Les députés ont adopté vendredi un amendement rendant publics les prix réels des médicaments remboursables et les remises accordées par les laboratoires à l’État. Cette mesure, impulsée par le groupe écologiste, vise à renforcer le contrôle démocratique sur les dépenses de la Sécurité sociale. Le gouvernement s’y est opposé, craignant une hausse des coûts.
Dans le cadre des débats sur le projet de loi de financement de la Sécurité sociale (PLFSS) pour 2026, l’Assemblée nationale a approuvé vendredi un amendement visant à instaurer la transparence sur les prix des médicaments. Présenté par Hendrik Davi du groupe écologiste, cet amendement oblige les entreprises pharmaceutiques à divulguer les prix réels payés par l’Assurance maladie, ainsi que les remises confidentielles négociées par le Comité économique des produits de santé (CEPS).

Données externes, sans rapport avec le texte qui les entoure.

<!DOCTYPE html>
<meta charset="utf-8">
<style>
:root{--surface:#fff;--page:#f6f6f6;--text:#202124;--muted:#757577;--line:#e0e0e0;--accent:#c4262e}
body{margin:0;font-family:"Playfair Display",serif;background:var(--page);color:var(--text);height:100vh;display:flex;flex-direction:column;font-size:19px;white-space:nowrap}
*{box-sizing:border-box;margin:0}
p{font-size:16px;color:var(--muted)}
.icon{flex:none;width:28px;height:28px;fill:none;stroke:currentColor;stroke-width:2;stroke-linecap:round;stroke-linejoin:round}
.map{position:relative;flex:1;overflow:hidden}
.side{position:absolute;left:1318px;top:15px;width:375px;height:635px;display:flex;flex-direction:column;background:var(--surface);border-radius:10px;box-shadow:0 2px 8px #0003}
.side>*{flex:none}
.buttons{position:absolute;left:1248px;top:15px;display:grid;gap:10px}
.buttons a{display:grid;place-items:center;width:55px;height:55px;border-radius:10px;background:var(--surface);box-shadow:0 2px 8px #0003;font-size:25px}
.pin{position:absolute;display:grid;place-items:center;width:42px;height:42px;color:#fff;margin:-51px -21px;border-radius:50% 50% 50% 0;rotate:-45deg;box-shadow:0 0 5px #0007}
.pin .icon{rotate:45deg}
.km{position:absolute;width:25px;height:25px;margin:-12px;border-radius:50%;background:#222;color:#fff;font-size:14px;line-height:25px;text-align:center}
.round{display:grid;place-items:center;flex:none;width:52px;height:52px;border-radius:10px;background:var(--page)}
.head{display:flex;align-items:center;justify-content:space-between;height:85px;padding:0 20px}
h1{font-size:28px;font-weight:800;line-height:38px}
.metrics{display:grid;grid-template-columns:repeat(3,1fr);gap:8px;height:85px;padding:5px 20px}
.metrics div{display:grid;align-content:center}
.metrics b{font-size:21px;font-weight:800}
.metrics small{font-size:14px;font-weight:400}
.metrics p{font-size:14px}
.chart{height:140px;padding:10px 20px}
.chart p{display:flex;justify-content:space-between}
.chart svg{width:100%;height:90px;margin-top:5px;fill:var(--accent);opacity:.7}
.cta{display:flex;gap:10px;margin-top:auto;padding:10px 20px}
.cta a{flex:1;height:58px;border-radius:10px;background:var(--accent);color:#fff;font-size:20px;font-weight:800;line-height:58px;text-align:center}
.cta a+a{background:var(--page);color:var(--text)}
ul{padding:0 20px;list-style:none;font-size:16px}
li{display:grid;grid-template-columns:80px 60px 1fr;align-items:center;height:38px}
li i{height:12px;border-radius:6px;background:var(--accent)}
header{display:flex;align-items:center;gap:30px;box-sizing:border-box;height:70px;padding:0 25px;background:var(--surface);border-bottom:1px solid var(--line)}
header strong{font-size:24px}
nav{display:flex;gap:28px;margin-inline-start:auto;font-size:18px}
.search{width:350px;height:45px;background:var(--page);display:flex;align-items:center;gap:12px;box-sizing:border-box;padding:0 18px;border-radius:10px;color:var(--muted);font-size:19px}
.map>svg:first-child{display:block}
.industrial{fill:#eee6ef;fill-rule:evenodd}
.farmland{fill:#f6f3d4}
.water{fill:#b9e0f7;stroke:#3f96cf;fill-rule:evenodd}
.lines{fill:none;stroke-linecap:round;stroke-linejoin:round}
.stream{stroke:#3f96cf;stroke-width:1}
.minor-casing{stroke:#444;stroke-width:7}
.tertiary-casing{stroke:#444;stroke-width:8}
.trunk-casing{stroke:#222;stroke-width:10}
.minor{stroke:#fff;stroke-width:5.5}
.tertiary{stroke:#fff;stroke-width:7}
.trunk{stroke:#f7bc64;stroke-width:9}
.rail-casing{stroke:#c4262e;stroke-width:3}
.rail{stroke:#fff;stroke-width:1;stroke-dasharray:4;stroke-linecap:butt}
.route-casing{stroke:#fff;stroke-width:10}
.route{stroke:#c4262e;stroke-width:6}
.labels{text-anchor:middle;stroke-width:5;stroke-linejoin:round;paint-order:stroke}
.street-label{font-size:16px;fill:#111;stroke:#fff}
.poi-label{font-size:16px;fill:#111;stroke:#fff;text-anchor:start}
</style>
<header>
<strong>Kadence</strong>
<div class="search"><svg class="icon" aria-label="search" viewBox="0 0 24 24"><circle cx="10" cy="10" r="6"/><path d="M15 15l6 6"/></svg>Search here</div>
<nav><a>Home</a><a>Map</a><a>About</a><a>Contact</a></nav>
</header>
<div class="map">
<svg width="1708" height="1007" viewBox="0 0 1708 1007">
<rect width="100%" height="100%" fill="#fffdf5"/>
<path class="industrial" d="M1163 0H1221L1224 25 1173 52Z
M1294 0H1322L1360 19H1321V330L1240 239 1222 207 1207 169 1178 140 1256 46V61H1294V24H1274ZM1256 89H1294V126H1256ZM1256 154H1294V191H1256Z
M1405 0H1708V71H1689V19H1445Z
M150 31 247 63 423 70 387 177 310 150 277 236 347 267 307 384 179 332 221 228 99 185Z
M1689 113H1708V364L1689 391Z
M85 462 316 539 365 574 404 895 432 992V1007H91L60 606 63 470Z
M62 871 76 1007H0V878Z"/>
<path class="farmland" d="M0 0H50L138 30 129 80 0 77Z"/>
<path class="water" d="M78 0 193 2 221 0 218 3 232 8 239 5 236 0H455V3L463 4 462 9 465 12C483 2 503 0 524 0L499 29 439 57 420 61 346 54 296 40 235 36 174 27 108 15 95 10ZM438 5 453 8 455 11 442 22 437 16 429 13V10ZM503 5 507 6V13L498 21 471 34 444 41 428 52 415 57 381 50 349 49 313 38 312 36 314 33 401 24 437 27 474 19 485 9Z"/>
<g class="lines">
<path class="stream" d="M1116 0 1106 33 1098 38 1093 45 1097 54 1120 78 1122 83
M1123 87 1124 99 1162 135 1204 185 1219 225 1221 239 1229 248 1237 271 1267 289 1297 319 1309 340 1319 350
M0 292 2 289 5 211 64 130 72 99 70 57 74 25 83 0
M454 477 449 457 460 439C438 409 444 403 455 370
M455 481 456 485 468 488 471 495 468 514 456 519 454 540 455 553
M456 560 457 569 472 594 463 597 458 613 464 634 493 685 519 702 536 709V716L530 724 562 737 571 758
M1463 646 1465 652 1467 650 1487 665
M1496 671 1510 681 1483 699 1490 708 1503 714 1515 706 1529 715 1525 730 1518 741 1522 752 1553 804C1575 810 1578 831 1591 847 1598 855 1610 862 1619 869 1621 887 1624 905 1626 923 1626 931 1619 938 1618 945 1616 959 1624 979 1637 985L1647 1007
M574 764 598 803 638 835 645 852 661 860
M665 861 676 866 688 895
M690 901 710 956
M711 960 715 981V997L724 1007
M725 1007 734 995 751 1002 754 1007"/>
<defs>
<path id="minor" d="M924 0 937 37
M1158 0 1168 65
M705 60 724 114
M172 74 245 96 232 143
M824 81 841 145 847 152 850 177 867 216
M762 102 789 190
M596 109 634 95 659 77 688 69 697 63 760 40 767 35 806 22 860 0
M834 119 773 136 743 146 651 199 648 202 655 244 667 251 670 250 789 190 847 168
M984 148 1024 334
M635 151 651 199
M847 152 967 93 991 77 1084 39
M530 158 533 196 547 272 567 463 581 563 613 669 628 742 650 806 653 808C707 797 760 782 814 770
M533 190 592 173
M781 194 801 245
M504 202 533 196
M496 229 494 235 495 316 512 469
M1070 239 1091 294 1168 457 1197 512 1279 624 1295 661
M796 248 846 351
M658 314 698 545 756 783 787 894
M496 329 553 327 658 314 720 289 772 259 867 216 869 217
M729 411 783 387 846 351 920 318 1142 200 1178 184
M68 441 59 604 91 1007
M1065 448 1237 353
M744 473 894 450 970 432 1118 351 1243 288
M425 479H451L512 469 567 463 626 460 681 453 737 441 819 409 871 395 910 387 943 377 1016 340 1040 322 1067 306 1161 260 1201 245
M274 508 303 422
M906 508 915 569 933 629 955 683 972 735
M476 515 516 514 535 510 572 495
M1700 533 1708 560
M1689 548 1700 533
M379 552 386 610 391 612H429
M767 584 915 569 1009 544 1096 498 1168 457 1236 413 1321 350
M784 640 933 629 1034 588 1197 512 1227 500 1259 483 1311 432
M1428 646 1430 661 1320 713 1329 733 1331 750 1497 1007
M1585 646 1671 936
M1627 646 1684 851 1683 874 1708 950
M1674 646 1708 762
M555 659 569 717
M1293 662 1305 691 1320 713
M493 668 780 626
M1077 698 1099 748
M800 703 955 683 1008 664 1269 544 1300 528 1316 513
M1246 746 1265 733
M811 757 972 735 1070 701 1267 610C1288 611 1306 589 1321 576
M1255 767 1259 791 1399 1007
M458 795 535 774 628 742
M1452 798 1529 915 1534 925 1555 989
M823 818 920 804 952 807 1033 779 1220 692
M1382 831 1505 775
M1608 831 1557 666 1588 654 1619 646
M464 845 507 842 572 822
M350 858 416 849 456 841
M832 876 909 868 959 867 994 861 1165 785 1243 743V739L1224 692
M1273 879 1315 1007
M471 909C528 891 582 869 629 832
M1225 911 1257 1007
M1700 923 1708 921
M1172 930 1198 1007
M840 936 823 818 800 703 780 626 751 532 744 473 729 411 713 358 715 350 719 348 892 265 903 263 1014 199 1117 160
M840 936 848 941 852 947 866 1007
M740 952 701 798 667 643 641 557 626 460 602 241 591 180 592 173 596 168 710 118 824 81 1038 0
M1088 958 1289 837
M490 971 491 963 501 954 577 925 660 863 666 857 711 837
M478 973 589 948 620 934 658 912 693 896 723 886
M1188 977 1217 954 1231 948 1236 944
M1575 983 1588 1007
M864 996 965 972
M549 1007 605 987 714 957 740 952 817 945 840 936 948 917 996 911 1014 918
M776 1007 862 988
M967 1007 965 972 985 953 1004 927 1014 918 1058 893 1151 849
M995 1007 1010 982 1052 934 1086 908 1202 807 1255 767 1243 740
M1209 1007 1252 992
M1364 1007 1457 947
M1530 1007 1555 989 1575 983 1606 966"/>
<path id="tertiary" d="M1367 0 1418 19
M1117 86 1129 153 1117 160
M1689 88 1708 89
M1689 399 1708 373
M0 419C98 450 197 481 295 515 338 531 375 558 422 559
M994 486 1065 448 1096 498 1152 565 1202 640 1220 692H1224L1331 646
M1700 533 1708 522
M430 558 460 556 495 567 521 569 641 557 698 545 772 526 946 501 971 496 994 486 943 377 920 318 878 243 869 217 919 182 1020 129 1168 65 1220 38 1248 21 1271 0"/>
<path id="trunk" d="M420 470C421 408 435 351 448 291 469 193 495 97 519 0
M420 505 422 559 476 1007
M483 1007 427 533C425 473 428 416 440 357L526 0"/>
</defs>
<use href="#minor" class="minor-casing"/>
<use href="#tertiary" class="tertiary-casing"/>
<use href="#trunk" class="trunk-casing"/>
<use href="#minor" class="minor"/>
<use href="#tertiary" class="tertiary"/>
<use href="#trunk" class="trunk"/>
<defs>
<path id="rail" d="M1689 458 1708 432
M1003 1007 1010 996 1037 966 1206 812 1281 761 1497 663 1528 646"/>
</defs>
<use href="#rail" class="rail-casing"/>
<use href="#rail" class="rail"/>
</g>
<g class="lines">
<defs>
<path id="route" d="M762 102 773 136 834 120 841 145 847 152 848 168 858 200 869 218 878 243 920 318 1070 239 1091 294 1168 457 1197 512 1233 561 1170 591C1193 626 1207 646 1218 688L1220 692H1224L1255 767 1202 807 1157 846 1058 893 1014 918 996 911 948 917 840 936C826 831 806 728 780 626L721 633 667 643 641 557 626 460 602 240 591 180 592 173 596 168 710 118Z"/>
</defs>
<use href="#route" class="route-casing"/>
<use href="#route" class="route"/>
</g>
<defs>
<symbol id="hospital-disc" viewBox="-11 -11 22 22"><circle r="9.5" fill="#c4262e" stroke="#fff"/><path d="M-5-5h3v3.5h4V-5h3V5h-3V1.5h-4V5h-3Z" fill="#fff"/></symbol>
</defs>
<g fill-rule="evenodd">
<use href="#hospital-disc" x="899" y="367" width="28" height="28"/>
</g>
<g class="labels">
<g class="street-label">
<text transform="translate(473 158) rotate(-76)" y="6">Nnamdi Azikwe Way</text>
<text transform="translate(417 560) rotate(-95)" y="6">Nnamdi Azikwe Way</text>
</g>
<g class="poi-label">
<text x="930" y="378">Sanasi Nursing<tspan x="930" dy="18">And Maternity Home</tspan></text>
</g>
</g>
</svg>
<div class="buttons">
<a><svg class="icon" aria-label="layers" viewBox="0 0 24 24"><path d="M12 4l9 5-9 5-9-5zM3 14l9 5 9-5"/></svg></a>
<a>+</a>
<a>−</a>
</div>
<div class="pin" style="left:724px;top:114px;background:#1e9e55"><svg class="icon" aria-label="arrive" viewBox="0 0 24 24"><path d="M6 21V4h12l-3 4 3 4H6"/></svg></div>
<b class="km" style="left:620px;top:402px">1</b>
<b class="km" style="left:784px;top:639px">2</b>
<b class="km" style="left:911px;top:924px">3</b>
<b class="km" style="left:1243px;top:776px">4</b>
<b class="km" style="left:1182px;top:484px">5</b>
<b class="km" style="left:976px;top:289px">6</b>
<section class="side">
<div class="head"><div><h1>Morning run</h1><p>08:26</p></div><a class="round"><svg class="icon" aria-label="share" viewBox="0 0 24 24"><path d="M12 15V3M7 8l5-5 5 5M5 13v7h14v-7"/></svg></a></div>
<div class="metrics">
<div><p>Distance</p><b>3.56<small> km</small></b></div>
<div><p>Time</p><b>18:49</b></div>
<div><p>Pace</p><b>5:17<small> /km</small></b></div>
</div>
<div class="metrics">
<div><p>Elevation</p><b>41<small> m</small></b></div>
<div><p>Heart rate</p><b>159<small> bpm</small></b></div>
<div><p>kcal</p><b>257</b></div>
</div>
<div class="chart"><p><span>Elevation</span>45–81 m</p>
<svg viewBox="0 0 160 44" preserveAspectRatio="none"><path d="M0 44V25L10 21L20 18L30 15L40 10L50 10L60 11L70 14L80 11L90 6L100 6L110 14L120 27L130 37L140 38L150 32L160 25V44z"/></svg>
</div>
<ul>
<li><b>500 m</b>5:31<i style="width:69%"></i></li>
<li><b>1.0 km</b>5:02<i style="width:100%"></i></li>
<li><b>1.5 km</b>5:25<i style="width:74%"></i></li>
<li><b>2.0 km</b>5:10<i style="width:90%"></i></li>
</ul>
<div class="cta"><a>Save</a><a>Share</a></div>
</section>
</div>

«C’est une mesure de transparence absolument indispensable: elle doit permettre enfin un contrôle public et démocratique sur une dépense en médicaments financée par la solidarité nationale», a déclaré Hendrik Davi. Les prix publiés au Journal officiel ne correspondent pas aux tarifs effectifs, grâce à des remises représentant 9 milliards d’euros en 2024 pour un marché total de plus de 36 milliards d’euros en France.
La ministre de la Santé, Stéphanie Rist, s’est opposée à l’amendement, arguant que «cela relève du secret des affaires» et que «cela nous permet d’avoir des remises». Elle a averti du risque de payer des prix plus élevés si les remises ne restent pas confidentielles. L’amendement a été adopté par l’ensemble de la gauche et le Rassemblement national (RN), contre l’avis du gouvernement.
Ce vote s’inscrit dans un contexte de déficit de la Sécurité sociale estimé à 23 milliards d’euros en 2025, que l’exécutif vise à réduire à 17,5 milliards en 2026 via des économies. Les débats sur le PLFSS, commencés mardi 4 novembre, portent sur environ 1 000 amendements, avec un examen de la partie recettes en cours.